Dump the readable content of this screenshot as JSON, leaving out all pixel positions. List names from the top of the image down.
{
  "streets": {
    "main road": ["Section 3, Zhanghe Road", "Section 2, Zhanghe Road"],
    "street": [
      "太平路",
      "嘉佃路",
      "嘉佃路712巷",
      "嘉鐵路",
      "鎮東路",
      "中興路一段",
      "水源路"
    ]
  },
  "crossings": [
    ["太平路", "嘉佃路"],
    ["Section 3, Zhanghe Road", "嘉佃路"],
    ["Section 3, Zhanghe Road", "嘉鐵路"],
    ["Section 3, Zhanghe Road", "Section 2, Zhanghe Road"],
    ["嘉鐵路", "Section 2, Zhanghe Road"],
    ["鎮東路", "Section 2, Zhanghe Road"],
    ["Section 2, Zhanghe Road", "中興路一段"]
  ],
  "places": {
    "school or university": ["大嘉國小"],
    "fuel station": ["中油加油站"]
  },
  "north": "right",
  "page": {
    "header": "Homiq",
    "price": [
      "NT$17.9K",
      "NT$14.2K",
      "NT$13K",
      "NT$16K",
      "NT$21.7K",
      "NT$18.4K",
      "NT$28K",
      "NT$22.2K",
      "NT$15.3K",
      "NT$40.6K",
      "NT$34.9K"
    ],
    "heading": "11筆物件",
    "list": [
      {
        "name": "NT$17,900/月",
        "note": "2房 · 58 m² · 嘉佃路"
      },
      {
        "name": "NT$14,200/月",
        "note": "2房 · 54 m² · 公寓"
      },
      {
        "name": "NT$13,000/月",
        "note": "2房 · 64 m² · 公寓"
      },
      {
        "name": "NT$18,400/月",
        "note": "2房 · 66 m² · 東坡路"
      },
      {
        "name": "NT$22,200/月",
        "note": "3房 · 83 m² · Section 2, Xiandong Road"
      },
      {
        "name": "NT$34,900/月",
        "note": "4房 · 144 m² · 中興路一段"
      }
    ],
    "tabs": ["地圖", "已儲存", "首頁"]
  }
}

> What to do: Your task is to reproduce all the data exactly as shown.

> Result of the task:
Dump the readable content of this screenshot as JSON, leaving out all pixel positions. List names from the top of the image down.
{
  "streets": {
    "main road": ["Section 3, Zhanghe Road", "Section 2, Zhanghe Road"],
    "street": [
      "太平路",
      "嘉佃路",
      "嘉佃路712巷",
      "嘉鐵路",
      "鎮東路",
      "中興路一段",
      "水源路"
    ]
  },
  "crossings": [
    ["太平路", "嘉佃路"],
    ["Section 3, Zhanghe Road", "嘉佃路"],
    ["Section 3, Zhanghe Road", "嘉鐵路"],
    ["Section 3, Zhanghe Road", "Section 2, Zhanghe Road"],
    ["嘉鐵路", "Section 2, Zhanghe Road"],
    ["鎮東路", "Section 2, Zhanghe Road"],
    ["Section 2, Zhanghe Road", "中興路一段"]
  ],
  "places": {
    "school or university": ["大嘉國小"],
    "fuel station": ["中油加油站"]
  },
  "north": "right",
  "page": {
    "header": "Homiq",
    "price": [
      "NT$17.9K",
      "NT$14.2K",
      "NT$13K",
      "NT$16K",
      "NT$21.7K",
      "NT$18.4K",
      "NT$28K",
      "NT$22.2K",
      "NT$15.3K",
      "NT$40.6K",
      "NT$34.9K"
    ],
    "heading": "11筆物件",
    "list": [
      {
        "name": "NT$17,900/月",
        "note": "2房 · 58 m² · 嘉佃路"
      },
      {
        "name": "NT$14,200/月",
        "note": "2房 · 54 m² · 公寓"
      },
      {
        "name": "NT$13,000/月",
        "note": "2房 · 64 m² · 公寓"
      },
      {
        "name": "NT$18,400/月",
        "note": "2房 · 66 m² · 東坡路"
      },
      {
        "name": "NT$22,200/月",
        "note": "3房 · 83 m² · Section 2, Xiandong Road"
      },
      {
        "name": "NT$34,900/月",
        "note": "4房 · 144 m² · 中興路一段"
      }
    ],
    "tabs": ["地圖", "已儲存", "首頁"]
  }
}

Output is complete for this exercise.